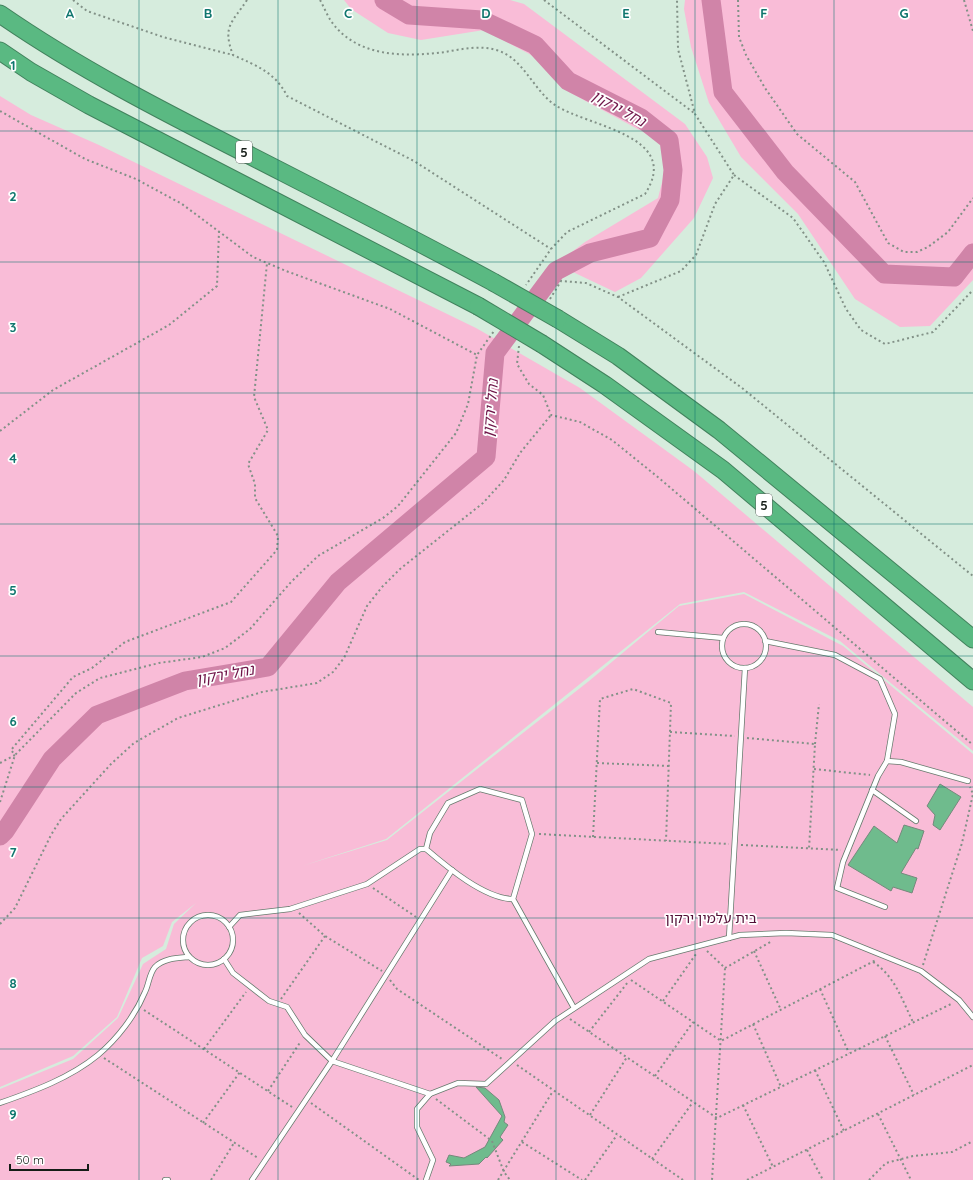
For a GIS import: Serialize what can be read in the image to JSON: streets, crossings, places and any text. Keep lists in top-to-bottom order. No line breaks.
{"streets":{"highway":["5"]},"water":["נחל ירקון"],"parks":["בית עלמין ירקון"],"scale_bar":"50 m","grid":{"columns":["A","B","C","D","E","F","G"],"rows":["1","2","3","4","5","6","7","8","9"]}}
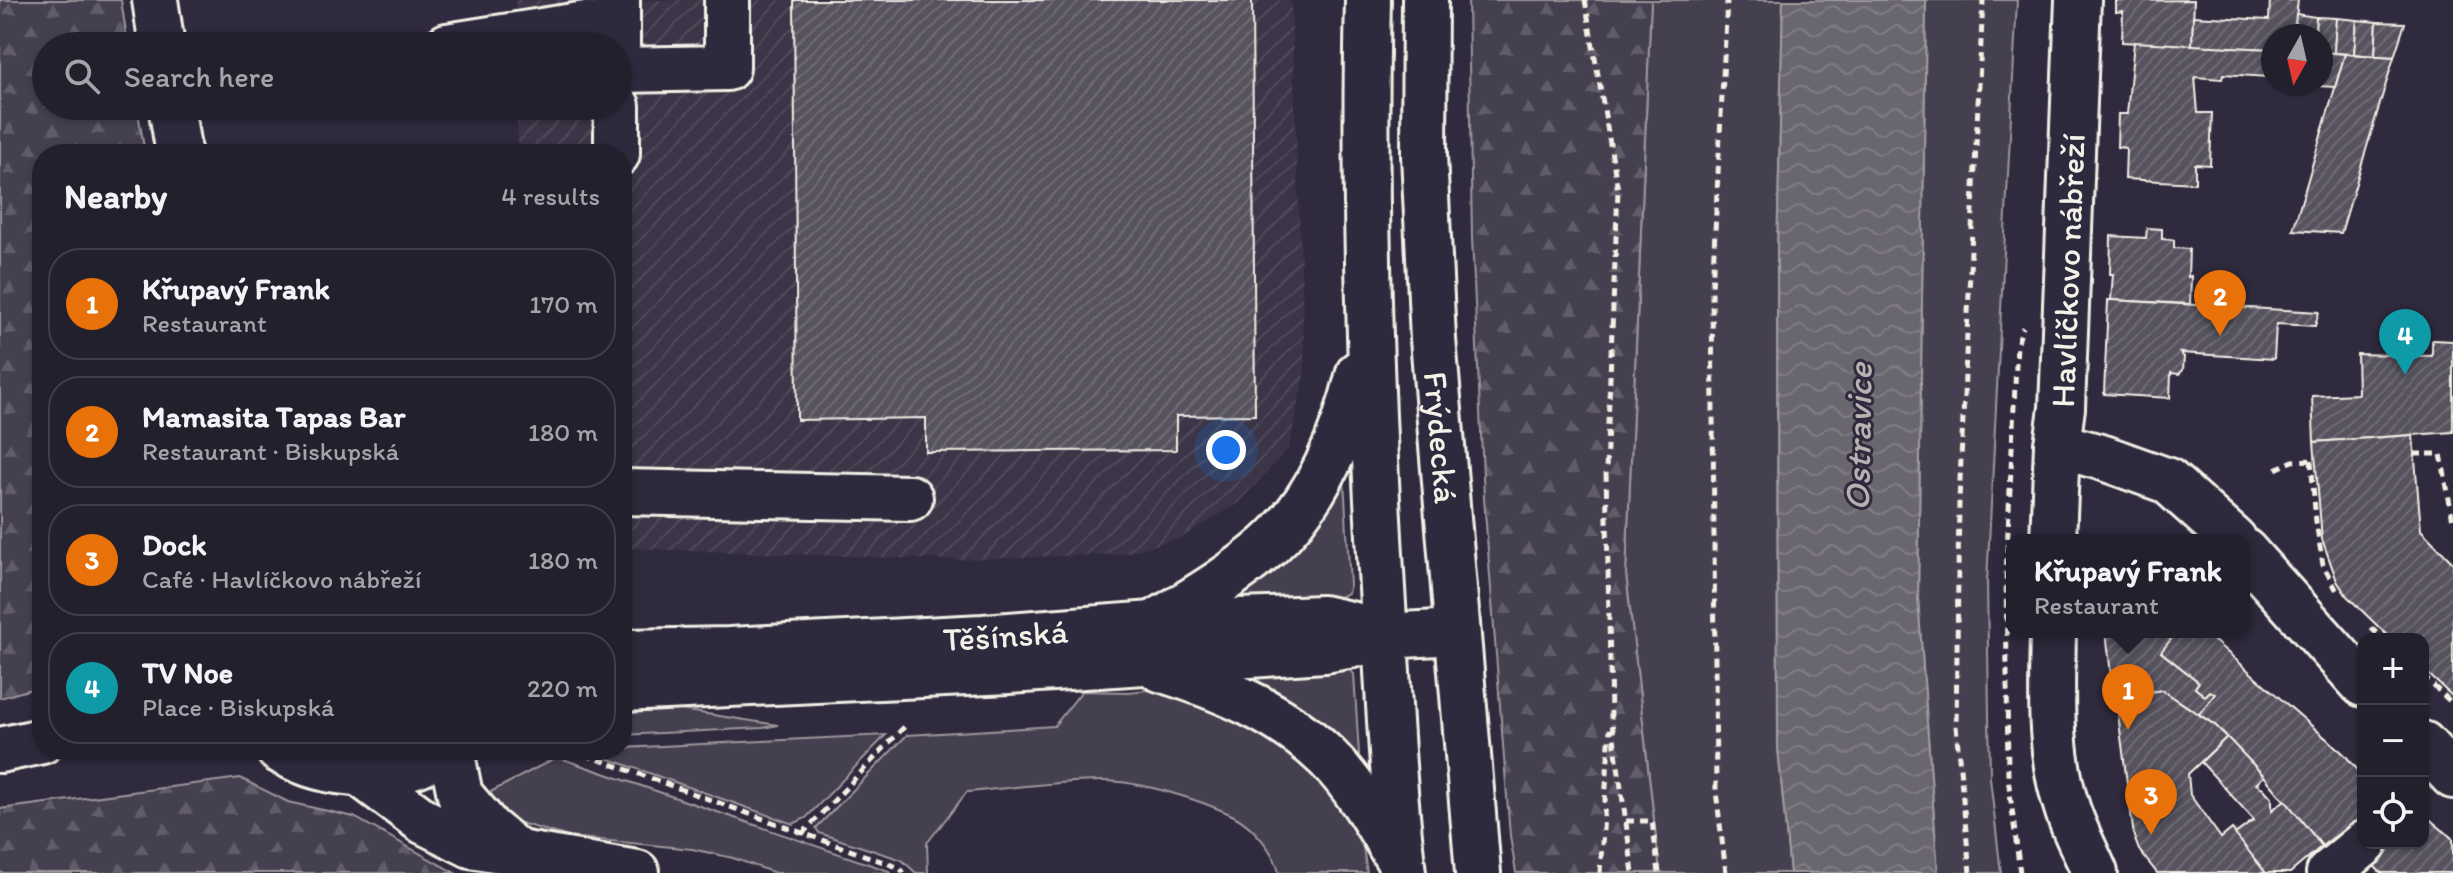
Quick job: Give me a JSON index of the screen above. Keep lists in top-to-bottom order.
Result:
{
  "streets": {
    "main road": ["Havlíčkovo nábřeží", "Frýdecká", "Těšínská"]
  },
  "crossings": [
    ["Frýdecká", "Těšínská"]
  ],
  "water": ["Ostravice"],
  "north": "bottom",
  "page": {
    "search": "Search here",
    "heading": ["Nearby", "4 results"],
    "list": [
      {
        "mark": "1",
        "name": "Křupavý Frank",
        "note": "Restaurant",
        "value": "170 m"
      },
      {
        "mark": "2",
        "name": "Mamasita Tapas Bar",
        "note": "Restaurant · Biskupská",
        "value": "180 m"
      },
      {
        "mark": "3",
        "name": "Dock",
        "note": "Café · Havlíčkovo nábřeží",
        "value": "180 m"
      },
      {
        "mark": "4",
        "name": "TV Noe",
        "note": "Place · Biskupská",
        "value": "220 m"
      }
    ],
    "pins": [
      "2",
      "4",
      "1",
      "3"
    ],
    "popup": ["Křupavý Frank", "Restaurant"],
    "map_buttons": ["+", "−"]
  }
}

→ TASK DESCRIPTION:
Your task is to repeat exactly the lines from the beginning of the data to the line that contains "Quick job: Give", both ends included, leaving out pictures.

→ SOLUTION TO THIS EXERCISE:
For a GIS import: Serialize what can be read in the image to JSON: streets, crossings, places and any text. Keep lists in top-to-bottom order. No line breaks.
{"streets":{"highway":["5"]},"water":["נחל ירקון"],"parks":["בית עלמין ירקון"],"scale_bar":"50 m","grid":{"columns":["A","B","C","D","E","F","G"],"rows":["1","2","3","4","5","6","7","8","9"]}}
Quick job: Give me a JSON index of the screen above. Keep lists in top-to-bottom order.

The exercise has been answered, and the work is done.